J’ai appris seul, par essais et erreurs, à devenir tourneur de billes.

Propos recueillis par Hélène Lefranc
Photo : Patrice Bériault


Magazine Jobboom
Vol. 8 no. 5 Mai 2007

Enfant, même si je possédais des billes, je n’y jouais pas. Elles n’étaient pas belles et ne m’attiraient pas. Mais lors d’un voyage étudiant aux États-Unis, un bol de billes antiques dans un musée m’a accroché. Personne n’en faisait ici.

J’ai donc appris seul, par essais et erreurs, à devenir tourneur de billes. J’ai commencé il y a 10 ans, après avoir appris les techniques de soufflage de verre à l’école Espace Verre, à Montréal.

La première fois que j’ai exposé au Salon des métiers d’art, je me sentais comme un extraterrestre. Depuis, j’ai découvert qu’il y avait un marché américain pour les billes contemporaines destinées aux collectionneurs. Au Canada, nous sommes seulement trois à en fabriquer.
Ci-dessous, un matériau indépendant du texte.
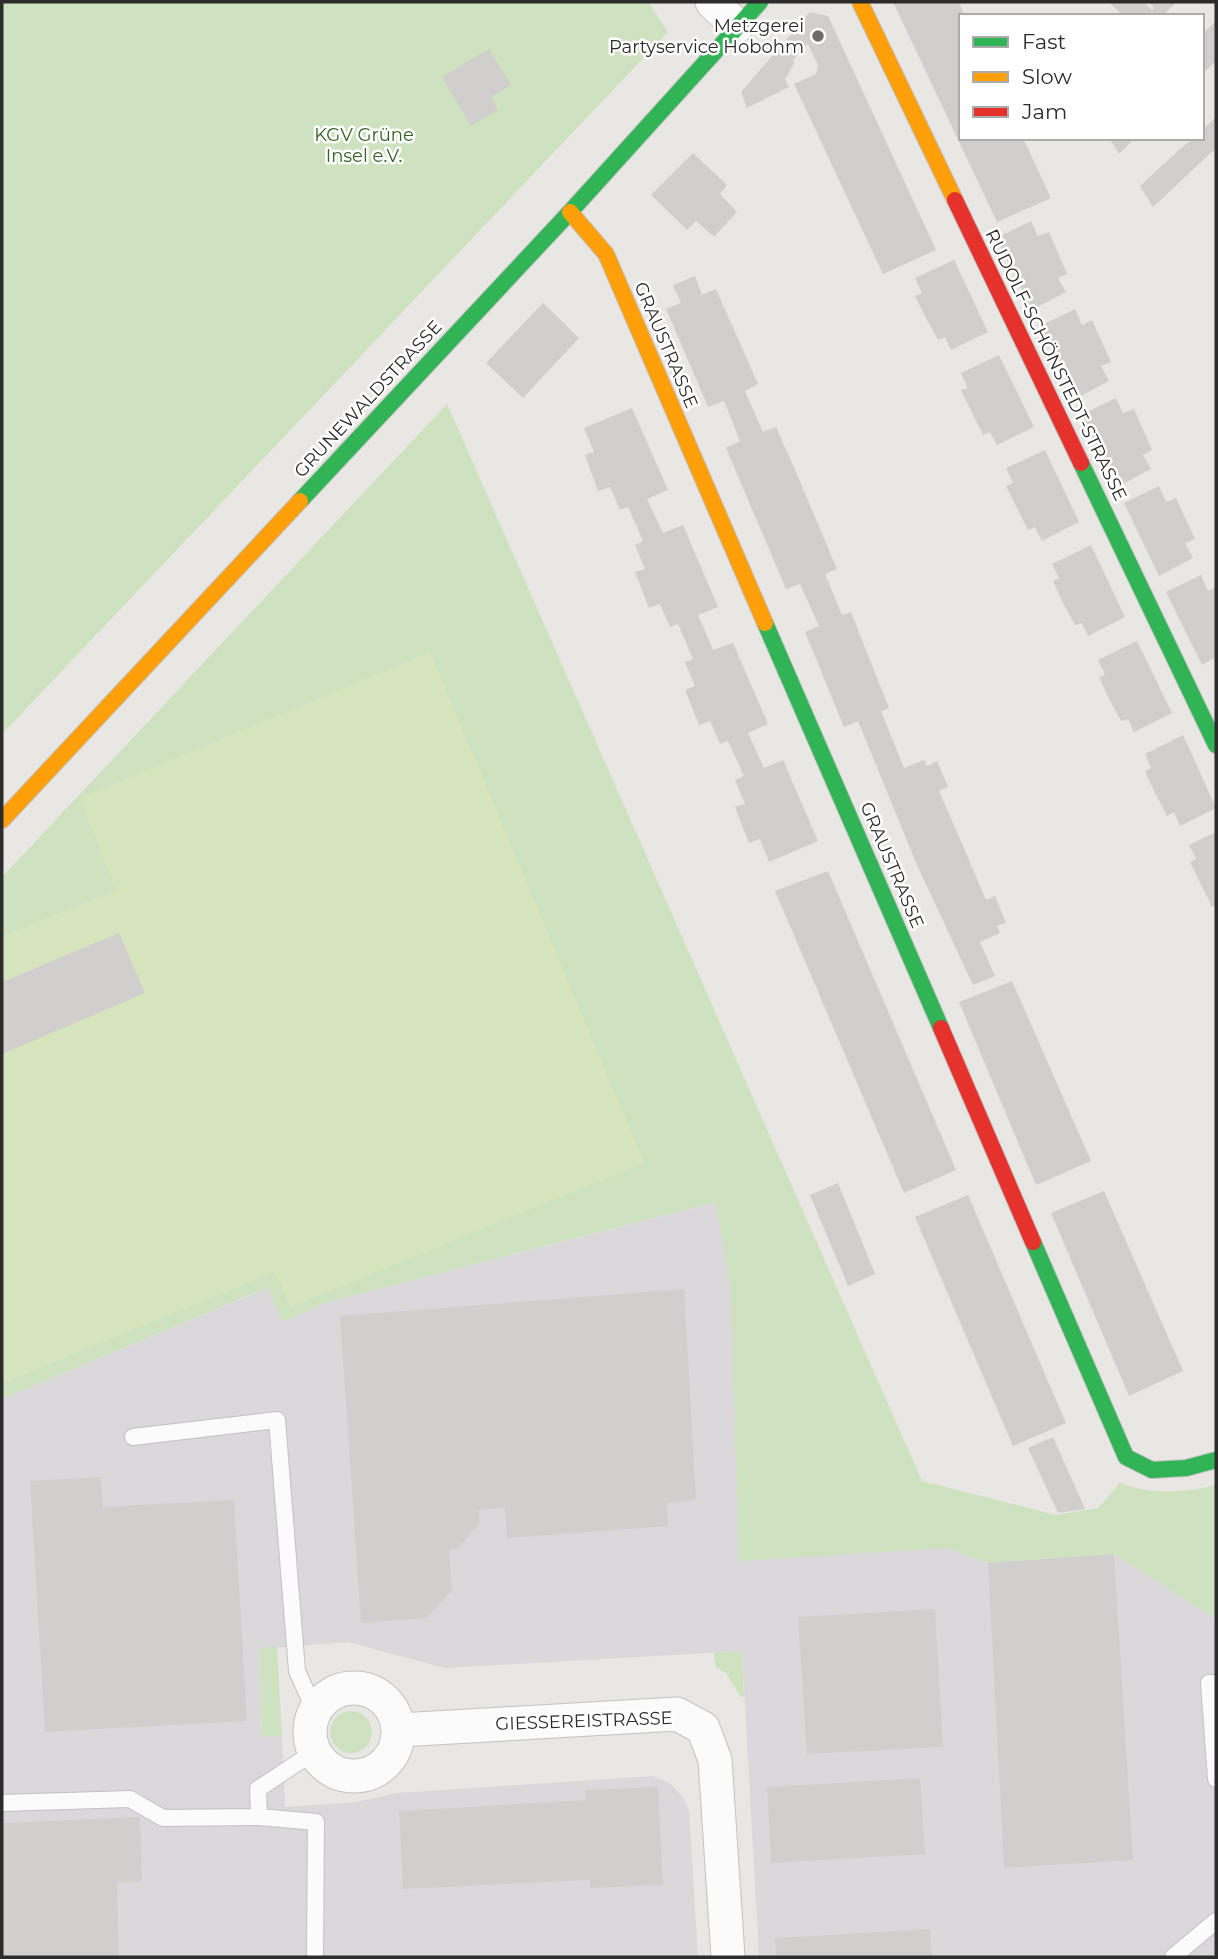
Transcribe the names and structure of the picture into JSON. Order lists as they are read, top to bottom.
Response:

Mon bureau, c’est mon atelier, à Mercier. J’y passe la majeure partie de mon temps. Je travaille à la fournaise, c’est-à-dire devant mon four, qui fonctionne sans interruption. Le matin, je nettoie le verre en fusion, qui est pâteux. Puis je façonne une masse de verre avec des décorations, à partir d’un noyau de verre froid et de l’ajout successif de couches chaudes, qui ont la consistance du miel. Je l’étire en une longue tige, qui est ensuite taillée en petites parties que je forme en billes, une par une. Pour lisser les billes, j’utilise un chalumeau. C’est un travail à la fois physique et mental. À la fin d’une journée, je suis vidé!

Il faut des années de pratique pour maîtriser certains gestes, comme tenir dans un certain angle les outils métalliques qui servent aux finitions. J’en rate encore!

Chaque année, je sors de nouveaux modèles et, tous les trois ans, j’adopte une technique différente, comme pour mes billes en verre à vitrail. Ce sont des pièces uniques, dont certaines prennent une journée à fabriquer.

Mes billes se vendent de 20 $ à 700 $ dans une dizaine de boutiques et galeries. Ce qui est bien, c’est qu’il y en a à tous les prix. Je les propose également dans le cadre d’une douzaine d’événements par an.

Un artisan doit être capable de penser son produit, de le fabriquer, de le mettre en marché et de faire sa comptabilité. Honnêtement, il y a des métiers plus utiles que le mien et le genre humain pourrait se passer de mes billes. Mais certains collectionneurs disent qu’elles sont essentielles à leur vie!